Adding a new dictionary-based semantic type - 7.1

Talend Data Stewardship User Guide

Version
7.1
Language
English (United States)
Product
Talend Big Data
Talend Big Data Platform
Talend Data Fabric
Talend Data Integration
Talend Data Management Platform
Talend Data Services Platform
Talend ESB
Talend MDM Platform
Talend Real-Time Big Data Platform
Module
Talend Data Stewardship
Content
Administration and Monitoring > Managing users
Data Governance > Assigning tasks
Data Governance > Managing campaigns
Data Governance > Managing data models
Data Quality and Preparation > Handling tasks
Data Quality and Preparation > Managing semantic types

You can create a semantic type based on a dictionary in Talend Dictionary Service and add it to the list of recognized data types in Talend Data Stewardship. However, duplicate values are not allowed in a dictionary-based semantic type as they are useless and can slow down the process.

In Talend Data Stewardship, not every type of data can currently be matched with one of the predefined semantic types. The counties of United Kingdom for example, are currently not recognized as such.

About this task

Let's say that you work for a British company, with customers only residing in the United Kingdom. In this example, you need to intervene and manage some customer data, such as their names, email address, or the county they live in. You will wonder what semantic type to use for the column containing the counties when you define the data model in Talend Data Stewardship.

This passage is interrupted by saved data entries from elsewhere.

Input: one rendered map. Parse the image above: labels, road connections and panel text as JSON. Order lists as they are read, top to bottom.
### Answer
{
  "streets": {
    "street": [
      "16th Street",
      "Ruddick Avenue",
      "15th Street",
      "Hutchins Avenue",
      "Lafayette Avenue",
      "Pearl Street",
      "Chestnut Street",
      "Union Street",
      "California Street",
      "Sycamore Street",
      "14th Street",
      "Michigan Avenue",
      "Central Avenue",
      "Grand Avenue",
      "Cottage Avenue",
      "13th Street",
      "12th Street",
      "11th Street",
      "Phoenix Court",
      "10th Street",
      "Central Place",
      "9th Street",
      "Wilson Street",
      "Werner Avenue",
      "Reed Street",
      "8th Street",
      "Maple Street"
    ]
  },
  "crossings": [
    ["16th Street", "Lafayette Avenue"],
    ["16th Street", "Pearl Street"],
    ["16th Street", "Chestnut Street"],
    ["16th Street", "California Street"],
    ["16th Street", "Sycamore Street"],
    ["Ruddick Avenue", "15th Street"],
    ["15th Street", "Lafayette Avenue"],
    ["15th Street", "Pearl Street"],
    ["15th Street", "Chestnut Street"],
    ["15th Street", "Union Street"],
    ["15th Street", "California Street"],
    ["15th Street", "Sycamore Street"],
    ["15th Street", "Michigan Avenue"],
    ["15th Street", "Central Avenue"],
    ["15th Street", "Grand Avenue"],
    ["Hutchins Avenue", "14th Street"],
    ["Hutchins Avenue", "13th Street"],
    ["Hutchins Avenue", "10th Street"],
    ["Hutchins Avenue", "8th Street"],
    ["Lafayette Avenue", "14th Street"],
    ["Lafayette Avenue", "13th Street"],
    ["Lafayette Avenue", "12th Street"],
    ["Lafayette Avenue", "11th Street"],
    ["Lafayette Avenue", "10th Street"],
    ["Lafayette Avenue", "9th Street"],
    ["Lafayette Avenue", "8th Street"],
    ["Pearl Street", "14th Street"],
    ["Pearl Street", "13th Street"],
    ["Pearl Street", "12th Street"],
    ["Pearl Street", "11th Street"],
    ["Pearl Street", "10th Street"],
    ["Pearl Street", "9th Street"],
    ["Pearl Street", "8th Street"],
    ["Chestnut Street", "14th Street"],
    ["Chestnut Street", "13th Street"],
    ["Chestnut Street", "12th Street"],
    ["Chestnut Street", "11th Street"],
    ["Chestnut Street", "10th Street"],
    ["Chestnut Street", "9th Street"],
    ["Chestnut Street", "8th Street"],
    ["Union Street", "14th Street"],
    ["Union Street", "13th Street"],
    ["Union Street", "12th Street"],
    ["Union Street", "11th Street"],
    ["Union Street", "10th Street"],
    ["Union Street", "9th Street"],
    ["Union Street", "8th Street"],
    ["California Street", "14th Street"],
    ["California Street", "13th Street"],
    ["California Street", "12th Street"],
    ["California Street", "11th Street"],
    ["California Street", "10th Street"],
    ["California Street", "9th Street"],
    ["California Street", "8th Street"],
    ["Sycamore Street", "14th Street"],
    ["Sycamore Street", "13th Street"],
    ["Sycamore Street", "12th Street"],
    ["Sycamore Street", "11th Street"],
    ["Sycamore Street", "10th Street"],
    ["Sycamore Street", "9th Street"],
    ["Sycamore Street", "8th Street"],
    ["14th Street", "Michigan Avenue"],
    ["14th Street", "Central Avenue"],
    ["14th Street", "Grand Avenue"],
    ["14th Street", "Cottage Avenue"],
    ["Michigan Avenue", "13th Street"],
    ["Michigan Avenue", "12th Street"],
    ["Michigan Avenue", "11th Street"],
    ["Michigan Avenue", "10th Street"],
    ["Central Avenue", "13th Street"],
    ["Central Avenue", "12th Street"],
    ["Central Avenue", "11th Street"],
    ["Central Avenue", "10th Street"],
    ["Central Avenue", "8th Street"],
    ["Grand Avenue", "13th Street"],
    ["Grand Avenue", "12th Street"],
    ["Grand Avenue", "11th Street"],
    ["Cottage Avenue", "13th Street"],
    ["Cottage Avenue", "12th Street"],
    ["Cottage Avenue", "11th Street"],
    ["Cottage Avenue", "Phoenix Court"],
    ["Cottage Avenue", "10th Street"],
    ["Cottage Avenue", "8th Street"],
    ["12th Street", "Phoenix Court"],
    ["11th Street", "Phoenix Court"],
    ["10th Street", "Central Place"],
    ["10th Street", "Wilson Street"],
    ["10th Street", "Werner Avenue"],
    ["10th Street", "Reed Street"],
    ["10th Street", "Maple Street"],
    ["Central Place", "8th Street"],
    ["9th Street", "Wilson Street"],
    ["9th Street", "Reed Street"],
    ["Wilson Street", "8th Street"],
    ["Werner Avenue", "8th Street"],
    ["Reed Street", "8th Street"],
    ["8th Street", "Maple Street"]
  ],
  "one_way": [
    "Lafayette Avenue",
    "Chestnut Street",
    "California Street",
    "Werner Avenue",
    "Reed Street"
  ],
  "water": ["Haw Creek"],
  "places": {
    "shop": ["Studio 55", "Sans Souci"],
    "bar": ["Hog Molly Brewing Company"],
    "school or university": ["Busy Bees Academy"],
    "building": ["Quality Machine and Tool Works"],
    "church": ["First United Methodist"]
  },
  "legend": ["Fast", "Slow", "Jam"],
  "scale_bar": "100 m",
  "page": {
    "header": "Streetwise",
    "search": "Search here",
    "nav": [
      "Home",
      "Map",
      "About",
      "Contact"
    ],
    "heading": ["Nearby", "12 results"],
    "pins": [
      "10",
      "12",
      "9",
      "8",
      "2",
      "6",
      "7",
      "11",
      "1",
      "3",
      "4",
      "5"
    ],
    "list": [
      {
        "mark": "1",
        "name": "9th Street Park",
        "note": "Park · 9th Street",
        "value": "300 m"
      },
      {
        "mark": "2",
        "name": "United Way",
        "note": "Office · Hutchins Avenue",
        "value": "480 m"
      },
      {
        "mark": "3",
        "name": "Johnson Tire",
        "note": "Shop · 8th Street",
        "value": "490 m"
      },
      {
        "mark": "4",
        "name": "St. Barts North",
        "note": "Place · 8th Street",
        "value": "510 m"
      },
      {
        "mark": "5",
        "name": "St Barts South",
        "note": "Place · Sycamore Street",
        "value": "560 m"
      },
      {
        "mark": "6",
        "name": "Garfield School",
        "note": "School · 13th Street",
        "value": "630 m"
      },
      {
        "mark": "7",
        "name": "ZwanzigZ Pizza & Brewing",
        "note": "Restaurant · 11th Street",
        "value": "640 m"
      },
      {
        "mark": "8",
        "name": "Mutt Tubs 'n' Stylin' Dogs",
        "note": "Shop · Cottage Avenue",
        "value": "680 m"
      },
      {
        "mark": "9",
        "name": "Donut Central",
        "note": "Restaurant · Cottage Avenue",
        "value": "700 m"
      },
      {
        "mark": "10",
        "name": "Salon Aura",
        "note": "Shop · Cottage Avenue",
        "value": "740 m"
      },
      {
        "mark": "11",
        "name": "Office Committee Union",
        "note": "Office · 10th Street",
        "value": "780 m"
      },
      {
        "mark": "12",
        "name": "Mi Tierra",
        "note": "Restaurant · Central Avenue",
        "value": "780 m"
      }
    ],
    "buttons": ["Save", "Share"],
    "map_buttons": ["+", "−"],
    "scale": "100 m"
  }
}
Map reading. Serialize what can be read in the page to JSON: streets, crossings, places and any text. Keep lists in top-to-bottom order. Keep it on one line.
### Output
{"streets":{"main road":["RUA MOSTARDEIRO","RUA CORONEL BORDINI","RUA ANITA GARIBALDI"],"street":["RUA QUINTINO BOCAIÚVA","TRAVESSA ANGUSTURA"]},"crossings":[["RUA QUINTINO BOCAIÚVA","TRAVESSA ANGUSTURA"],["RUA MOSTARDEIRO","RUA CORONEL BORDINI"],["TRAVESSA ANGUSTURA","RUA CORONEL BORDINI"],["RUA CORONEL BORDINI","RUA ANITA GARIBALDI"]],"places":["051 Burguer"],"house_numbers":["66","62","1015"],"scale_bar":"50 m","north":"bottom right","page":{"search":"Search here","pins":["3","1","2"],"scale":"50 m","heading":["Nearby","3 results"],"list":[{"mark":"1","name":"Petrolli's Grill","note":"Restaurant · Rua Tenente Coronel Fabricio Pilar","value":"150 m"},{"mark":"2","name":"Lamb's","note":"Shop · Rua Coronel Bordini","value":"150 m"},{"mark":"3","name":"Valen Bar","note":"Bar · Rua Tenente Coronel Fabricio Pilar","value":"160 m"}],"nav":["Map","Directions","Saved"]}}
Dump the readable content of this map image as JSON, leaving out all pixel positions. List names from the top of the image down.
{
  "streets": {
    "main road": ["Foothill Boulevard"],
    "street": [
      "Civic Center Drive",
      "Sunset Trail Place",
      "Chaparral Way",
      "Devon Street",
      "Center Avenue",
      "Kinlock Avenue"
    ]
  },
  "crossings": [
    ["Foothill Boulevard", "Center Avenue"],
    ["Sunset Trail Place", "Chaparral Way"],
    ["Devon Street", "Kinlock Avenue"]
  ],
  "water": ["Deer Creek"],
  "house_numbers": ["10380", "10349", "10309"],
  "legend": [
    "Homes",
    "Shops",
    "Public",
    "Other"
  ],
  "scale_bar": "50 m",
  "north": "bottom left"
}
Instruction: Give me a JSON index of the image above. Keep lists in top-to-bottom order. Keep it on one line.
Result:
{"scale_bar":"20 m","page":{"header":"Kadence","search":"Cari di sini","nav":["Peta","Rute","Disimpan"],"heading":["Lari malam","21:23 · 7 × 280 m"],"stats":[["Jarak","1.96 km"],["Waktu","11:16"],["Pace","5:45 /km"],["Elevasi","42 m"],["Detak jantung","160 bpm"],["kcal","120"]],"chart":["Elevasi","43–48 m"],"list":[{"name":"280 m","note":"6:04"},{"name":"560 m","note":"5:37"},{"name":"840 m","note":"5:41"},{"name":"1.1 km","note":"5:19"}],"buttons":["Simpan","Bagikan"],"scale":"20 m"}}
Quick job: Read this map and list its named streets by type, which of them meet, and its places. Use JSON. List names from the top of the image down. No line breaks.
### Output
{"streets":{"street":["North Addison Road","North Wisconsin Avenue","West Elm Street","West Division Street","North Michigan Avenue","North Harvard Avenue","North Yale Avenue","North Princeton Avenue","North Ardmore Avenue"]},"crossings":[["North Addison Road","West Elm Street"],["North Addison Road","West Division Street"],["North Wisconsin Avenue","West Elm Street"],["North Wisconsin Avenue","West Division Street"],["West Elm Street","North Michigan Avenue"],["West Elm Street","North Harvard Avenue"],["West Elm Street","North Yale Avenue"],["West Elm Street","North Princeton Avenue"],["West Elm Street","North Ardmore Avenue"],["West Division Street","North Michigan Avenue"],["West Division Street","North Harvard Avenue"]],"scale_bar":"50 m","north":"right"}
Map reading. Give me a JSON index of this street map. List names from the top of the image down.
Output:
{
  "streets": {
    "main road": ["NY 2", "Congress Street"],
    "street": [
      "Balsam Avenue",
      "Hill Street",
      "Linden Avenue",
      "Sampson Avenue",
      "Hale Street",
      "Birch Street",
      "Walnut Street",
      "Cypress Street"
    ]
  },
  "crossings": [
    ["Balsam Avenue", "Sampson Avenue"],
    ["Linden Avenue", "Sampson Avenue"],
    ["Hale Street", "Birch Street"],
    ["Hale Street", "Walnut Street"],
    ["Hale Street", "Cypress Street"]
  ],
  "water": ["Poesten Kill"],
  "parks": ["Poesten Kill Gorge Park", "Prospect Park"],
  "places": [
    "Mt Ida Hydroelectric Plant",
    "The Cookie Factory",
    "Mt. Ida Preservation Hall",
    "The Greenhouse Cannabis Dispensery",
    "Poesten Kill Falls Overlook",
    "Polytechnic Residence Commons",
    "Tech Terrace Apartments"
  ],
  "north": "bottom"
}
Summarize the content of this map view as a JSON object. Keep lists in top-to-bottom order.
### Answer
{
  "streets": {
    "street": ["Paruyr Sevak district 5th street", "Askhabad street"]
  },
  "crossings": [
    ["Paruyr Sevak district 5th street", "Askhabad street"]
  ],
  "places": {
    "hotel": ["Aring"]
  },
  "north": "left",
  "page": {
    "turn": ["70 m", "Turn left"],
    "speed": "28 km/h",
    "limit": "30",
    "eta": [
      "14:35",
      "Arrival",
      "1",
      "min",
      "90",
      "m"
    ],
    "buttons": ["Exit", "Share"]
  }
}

You want here to add a semantic type specific to your data: UK_counties semantic type in this case.

You can create this new semantic type in Talend Dictionary Service, and it will be automatically available in Talend Data Stewardship so that your data can be matched with and validated against a proper type.

Procedure

  1. Create a .txt file containing the exhaustive list of the British counties and save it as DICT_UK_COUNTIES.txt.
    Make sure to enter one item per line.

    Unlike an open dictionary which purpose is to identify data, this exhaustive list acts as a closed dictionary of values to validate data in Talend Data Stewardship. Data that exactly matches one of the listed values is categorized as a British county.

  2. Add this file to the <Dictionary_Service_Path>/command-line/samples/source folder.
    This folder is used for the sake of this example, but you can save it to your preferred location.
  3. Open a command prompt window and use the cd command to go to the <Dictionary_Service_Path>/command-line folder.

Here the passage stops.